Temps de lecture : 10 minutes

Pre­mière dif­fu­sion le 02/11/2021

« L’UE doit intensifier son action de lutte contre la désinformation », estimait en juin dernier la Cour des comptes européennes dans un communiqué accompagnant la publication de son rapport spécial « La désinformation concernant l’UE : un phénomène sous surveillance mais pas sous contrôle ».

Résumé du communiqué

Pour ceux qui n’auraient pas envie ou pas le temps de se far­cir ce rap­port de 78 pages, le com­mu­niqué du 3 juin nous résumait ses con­clu­sions dans les grandes lignes :

« La dés­in­for­ma­tion est un prob­lème grave, qui prend de l’ampleur dans toute l’UE. En 2018, l’UE a pub­lié un plan d’action pour lut­ter con­tre ce phénomène.
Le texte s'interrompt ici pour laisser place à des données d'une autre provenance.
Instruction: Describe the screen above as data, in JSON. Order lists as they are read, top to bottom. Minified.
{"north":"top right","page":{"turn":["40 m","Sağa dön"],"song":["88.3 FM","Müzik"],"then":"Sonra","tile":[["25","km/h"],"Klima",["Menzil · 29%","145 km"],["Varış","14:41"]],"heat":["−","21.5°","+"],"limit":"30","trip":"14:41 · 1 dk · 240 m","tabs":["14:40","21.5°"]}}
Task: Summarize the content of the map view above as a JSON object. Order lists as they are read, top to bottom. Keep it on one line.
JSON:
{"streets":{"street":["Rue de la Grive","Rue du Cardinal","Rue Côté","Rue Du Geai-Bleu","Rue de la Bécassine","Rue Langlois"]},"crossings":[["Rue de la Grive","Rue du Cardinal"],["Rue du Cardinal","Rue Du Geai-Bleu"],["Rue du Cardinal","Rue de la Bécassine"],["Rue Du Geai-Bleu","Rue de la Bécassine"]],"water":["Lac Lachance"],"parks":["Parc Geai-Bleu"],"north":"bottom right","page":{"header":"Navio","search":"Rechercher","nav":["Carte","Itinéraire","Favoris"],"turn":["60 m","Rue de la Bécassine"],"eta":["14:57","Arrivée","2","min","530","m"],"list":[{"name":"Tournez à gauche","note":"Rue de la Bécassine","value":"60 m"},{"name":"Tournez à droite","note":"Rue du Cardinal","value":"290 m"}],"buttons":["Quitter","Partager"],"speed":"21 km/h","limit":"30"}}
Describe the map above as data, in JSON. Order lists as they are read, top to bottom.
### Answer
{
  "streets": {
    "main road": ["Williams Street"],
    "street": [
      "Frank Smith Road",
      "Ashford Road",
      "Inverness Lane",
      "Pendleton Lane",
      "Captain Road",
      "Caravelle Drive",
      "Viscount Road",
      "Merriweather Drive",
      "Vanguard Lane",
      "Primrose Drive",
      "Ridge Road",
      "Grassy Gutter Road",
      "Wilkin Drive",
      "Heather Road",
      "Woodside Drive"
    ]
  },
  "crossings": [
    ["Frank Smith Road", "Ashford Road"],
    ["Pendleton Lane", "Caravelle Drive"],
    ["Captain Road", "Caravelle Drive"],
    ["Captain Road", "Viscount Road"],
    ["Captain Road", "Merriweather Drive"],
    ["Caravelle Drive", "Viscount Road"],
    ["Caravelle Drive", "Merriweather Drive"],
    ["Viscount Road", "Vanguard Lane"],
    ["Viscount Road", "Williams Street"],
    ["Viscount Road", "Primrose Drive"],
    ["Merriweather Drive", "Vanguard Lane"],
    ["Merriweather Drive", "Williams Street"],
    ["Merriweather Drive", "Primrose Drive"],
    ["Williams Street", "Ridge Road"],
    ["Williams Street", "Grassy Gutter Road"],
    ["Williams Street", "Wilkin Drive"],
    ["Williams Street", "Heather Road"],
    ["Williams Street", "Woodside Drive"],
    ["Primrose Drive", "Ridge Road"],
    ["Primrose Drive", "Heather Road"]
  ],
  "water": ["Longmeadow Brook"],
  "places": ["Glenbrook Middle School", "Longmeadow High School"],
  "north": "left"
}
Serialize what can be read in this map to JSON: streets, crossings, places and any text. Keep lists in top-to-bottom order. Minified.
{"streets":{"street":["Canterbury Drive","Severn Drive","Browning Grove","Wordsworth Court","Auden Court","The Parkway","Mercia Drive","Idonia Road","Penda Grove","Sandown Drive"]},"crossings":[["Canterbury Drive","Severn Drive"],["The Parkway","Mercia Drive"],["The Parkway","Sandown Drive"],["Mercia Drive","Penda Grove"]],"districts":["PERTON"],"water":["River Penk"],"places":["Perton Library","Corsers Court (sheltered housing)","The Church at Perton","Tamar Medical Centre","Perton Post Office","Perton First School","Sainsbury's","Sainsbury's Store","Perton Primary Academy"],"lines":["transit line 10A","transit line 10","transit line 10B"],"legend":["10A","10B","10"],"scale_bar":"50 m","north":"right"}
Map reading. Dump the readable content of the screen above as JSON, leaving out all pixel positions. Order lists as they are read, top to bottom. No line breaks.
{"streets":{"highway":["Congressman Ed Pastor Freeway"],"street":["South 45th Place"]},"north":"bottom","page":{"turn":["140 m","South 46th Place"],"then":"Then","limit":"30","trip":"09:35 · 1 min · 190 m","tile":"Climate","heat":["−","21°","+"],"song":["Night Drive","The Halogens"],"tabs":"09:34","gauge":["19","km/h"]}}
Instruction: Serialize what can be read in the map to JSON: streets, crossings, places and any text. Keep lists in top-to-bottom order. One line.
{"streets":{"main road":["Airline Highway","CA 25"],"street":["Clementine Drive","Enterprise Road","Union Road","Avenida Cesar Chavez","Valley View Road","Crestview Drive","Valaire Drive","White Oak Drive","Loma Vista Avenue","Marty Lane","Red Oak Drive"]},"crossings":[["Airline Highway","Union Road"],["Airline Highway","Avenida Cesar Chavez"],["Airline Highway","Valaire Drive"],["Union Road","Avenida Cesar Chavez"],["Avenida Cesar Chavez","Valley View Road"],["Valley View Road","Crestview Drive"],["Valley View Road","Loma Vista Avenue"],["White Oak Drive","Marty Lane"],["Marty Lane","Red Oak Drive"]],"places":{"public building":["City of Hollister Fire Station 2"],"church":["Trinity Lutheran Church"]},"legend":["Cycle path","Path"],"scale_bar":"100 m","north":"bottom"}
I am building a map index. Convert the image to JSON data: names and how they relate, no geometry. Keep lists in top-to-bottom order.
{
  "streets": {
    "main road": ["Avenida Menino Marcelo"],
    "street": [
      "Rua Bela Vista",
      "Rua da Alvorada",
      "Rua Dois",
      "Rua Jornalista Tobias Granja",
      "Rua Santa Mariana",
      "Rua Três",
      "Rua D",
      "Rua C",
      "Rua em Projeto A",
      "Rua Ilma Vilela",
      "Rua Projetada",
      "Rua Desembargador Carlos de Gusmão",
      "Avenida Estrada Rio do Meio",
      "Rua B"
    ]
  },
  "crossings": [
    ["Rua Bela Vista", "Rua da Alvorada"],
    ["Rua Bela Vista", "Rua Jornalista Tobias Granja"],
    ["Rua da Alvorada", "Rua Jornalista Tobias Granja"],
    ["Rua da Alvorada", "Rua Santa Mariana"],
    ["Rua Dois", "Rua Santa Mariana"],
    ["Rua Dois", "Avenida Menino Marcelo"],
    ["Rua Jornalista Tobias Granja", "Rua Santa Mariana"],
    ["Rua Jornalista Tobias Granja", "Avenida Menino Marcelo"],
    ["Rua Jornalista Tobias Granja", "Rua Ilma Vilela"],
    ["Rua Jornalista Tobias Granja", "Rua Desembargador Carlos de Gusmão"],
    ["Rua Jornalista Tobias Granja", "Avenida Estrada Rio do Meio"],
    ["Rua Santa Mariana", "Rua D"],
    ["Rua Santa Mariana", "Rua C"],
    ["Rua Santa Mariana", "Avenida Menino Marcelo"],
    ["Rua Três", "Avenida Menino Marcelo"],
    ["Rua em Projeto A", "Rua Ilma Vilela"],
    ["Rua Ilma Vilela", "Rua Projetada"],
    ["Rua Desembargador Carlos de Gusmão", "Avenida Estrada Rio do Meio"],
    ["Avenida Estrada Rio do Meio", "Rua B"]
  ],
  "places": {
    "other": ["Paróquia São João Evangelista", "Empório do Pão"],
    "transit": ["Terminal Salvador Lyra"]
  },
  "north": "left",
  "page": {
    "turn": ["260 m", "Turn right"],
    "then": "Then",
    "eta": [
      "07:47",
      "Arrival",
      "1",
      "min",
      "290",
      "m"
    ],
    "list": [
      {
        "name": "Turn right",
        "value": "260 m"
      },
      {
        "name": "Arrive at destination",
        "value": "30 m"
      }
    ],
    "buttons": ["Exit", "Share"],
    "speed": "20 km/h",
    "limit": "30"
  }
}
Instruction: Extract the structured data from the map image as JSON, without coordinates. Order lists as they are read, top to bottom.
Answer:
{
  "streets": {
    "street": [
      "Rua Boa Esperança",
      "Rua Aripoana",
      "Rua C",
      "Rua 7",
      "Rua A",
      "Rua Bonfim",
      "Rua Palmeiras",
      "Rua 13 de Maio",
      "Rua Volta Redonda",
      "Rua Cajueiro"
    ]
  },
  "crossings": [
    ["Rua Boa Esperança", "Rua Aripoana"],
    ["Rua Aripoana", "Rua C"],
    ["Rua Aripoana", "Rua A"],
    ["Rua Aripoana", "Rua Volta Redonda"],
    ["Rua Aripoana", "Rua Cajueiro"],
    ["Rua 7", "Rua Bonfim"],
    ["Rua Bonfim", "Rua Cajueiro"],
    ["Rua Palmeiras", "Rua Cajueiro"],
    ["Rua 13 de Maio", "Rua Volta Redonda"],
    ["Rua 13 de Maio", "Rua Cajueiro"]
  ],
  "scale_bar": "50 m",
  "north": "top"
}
S’il a été bien conçu au départ, ce plan s’avère incom­plet. Sa mise en œuvre est glob­ale­ment en bonne voie, mais il ne suf­fit pas à con­tr­er les men­aces émer­gentes. Telle est la con­clu­sion d’un rap­port spé­cial pub­lié aujourd’hui par la Cour des comptes européenne. Les audi­teurs ont con­staté qu’une plus grande coor­di­na­tion est néces­saire au niveau de l’UE et que les États mem­bres doivent s’impliquer davan­tage, par exem­ple dans le sys­tème d’alerte rapi­de. Il faut aus­si amélior­er le suivi des plate­formes en ligne, ren­forcer leur oblig­a­tion de ren­dre compte et inscrire la lutte con­tre la dés­in­for­ma­tion dans une stratégie européenne d’éducation aux médias qui soit cohérente, et qui fait actuelle­ment défaut. »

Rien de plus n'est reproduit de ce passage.